The bananas, which turn into slightly chewy, lightly sweet disks when dried, aren’t grown on the Western Slope; instead, they are overstock products from area grocery stores. The volunteers who dried a mountain of bananas and a glut of apples are now preparing to move on to local peaches, plums, nectarines and pears.
So far this year, they have dried 5,419 pounds of fruit and produced 15,000 packages of dried fruit, putting them on track to overshadow the 8,000 pounds of fruit that went through the dehydrator room last year.
In addition to creating snacks for kids, another aspect of the dehydration program is cutting waste—an effort that has trimmed food waste to less than 2%. Swisher takes that waste-reducing mission seriously. When there is too much fruit to dry in slices, Swisher freezes chunks in a fruit salad-like mixture, purees them in blenders, and turns them into fruit leather—another popular item.

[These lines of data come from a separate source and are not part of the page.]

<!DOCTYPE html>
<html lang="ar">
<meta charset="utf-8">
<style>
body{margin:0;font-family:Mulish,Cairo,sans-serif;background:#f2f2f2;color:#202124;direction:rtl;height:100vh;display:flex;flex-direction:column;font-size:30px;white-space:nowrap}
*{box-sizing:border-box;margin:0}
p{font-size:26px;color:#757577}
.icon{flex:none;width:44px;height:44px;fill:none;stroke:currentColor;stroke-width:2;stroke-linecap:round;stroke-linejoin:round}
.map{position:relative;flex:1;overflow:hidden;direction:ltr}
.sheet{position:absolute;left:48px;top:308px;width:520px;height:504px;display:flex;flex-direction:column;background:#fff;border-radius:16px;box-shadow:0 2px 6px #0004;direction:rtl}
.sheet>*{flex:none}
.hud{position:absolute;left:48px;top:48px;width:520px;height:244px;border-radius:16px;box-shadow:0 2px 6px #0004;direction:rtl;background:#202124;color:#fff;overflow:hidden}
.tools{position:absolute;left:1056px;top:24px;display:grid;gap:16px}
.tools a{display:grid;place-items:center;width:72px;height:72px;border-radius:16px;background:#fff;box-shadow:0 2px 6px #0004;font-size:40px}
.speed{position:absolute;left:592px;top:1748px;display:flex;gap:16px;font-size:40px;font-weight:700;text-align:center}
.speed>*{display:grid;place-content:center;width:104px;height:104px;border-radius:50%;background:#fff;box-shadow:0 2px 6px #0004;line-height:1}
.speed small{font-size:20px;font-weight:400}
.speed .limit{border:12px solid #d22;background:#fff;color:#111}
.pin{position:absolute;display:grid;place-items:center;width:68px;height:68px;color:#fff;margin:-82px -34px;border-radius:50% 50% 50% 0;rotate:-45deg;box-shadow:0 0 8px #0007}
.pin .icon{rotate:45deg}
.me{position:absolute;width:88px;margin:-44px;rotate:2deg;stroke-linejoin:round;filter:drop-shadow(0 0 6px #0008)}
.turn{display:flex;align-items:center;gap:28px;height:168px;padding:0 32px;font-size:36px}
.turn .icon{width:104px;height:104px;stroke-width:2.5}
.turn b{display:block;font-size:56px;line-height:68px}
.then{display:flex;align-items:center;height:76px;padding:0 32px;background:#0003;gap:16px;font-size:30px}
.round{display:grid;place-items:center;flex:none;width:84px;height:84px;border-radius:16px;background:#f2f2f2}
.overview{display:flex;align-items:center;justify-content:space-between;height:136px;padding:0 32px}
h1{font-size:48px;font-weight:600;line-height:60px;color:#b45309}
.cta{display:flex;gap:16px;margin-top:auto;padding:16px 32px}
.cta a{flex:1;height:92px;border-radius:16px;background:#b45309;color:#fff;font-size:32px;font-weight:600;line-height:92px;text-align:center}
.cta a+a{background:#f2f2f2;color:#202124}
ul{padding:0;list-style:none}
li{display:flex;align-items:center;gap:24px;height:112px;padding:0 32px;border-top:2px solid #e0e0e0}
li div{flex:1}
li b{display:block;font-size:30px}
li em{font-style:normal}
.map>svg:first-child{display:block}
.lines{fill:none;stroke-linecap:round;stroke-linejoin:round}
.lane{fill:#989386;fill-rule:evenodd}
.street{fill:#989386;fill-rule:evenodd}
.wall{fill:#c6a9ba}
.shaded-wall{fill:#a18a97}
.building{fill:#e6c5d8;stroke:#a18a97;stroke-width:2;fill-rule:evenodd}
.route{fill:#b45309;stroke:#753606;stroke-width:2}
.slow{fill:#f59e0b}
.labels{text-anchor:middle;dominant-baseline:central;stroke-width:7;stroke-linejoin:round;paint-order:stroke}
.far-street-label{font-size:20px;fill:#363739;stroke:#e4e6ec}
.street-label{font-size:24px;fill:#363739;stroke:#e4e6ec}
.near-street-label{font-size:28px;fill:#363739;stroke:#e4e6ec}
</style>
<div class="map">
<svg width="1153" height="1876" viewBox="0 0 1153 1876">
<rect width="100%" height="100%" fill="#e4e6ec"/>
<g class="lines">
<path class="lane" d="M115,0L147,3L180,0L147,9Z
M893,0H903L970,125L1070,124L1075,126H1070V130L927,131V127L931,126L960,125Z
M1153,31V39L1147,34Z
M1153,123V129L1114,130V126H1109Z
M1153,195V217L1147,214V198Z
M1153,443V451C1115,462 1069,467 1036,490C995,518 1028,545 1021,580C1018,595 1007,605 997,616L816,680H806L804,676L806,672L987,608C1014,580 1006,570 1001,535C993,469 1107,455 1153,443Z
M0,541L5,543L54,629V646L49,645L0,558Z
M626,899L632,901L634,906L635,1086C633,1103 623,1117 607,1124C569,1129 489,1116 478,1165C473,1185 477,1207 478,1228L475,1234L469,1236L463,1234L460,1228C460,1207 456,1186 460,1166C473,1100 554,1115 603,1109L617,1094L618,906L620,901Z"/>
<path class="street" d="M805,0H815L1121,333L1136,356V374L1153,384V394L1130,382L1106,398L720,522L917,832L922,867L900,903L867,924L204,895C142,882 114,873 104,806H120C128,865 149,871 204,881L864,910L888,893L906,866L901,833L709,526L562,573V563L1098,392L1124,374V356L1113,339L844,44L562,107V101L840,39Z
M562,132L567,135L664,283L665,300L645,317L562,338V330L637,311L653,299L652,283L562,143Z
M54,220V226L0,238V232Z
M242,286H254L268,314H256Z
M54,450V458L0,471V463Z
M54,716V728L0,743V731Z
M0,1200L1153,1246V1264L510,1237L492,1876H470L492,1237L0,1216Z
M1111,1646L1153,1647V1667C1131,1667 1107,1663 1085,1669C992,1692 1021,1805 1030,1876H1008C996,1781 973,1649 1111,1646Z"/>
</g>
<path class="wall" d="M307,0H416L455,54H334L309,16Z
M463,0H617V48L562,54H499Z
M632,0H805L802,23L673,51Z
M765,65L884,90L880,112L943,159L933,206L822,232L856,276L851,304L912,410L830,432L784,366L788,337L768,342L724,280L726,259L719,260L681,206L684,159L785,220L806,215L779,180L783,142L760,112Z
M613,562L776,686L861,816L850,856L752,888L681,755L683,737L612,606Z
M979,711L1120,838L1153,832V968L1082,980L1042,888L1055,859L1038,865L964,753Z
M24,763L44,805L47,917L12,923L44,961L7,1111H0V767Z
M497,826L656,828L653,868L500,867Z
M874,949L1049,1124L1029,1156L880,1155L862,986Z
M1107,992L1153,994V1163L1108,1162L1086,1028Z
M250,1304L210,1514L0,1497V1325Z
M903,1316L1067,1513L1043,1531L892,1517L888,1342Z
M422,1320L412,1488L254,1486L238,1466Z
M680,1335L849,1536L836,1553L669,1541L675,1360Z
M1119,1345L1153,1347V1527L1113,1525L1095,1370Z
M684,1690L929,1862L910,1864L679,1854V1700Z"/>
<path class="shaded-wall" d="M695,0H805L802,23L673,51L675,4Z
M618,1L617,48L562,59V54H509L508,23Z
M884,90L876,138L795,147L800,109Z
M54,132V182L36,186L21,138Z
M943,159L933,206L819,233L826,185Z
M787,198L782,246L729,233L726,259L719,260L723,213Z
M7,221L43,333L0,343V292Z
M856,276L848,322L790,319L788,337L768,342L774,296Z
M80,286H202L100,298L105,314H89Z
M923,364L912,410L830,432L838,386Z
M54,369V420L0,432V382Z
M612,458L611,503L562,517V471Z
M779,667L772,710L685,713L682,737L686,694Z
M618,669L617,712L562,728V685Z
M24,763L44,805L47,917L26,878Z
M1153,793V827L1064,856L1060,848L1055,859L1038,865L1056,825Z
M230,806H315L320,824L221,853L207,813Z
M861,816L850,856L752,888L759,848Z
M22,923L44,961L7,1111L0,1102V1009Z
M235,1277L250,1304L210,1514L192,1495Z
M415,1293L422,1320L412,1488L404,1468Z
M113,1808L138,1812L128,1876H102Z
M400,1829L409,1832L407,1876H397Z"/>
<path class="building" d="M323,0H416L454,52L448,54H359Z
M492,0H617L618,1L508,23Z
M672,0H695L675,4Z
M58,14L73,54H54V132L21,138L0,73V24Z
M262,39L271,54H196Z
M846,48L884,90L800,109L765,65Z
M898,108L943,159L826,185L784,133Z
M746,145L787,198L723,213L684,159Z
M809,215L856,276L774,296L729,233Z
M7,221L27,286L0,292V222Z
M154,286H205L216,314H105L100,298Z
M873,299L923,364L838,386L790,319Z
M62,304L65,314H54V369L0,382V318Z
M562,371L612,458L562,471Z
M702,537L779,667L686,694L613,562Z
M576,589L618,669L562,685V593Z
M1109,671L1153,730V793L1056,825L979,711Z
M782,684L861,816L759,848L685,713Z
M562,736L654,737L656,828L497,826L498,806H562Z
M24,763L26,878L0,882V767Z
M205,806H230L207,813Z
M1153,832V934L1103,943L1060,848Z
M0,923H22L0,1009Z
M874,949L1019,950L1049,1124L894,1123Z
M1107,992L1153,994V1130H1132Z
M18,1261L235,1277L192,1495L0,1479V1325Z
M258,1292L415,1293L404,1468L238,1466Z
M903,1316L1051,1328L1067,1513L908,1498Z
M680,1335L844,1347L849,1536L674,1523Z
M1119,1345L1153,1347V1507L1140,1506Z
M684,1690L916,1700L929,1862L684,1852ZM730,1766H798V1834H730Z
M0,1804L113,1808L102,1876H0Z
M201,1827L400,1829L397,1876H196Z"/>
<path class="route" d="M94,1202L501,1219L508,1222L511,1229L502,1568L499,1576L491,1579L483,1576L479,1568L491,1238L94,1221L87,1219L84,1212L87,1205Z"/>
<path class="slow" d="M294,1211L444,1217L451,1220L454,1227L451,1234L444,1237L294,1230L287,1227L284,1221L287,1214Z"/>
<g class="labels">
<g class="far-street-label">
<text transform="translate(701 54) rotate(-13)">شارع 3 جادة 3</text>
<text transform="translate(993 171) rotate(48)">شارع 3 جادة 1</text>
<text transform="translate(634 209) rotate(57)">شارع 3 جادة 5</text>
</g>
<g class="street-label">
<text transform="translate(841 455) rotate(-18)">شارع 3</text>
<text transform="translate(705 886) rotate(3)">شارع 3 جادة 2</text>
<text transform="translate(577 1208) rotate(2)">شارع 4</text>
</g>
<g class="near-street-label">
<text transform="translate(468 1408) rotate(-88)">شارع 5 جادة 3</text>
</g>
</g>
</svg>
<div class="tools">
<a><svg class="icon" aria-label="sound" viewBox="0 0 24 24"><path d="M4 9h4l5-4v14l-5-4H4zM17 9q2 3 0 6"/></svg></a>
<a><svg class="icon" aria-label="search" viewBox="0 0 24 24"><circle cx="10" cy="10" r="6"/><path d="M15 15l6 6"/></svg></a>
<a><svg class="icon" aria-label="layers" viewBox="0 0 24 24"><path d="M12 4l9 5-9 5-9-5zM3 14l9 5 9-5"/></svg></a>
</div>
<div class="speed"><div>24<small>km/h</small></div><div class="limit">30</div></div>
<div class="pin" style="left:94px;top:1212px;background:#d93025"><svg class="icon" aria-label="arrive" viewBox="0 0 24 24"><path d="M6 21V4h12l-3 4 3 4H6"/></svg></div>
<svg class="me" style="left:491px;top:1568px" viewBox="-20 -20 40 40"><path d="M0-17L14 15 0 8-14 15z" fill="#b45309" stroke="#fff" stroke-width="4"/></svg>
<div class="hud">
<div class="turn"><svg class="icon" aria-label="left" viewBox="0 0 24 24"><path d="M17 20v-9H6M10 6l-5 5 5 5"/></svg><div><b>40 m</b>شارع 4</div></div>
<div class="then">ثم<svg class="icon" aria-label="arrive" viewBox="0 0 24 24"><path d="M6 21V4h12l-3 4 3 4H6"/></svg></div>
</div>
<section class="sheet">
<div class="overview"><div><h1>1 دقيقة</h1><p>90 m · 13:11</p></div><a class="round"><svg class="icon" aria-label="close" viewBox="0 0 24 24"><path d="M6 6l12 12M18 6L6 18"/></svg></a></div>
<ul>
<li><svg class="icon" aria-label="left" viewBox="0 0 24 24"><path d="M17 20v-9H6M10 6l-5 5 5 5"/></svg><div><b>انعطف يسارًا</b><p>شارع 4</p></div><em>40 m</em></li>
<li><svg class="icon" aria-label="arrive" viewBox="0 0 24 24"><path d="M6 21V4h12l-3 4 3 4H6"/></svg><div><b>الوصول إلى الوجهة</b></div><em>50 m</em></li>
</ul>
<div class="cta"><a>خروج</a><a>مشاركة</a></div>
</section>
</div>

Even “waste” does not go to waste at the food bank. Any fruits that are too far gone for drying go into compost bins and are given to the several pig farms near the food bank. The crumbs from the dehydration room are also put to good use: They are placed in the bird feeders on the food bank’s patio.
Swisher, who grew up nearby at a rural home with a large garden, said she could decrease waste even more. She plans to add vegetables to the drying room eventually. She has dried everything from dandelions to tomatoes in her home kitchen over the years and thinks she can make packaged soup mixes with dried vegetables.
Inside the dehydration room, boxes of cellophane-bagged dried fruits are piling up along one wall in large buckets marked “hunger relief.”
After the dried fruit is bagged, it is loaded onto pallets and divided among 800 backpacks that are distributed to kids through schools and distribution centers each week.
Rodwick said she knows the dried fruit is appreciated because when the dehydration program had to go on hiatus during the pandemic, food bank patrons were asking when it would be back. The kids missed it.
“Everyone should have local food,” Rodwick said. “Being in the midst of this region and having so much abundance, we can help with that.”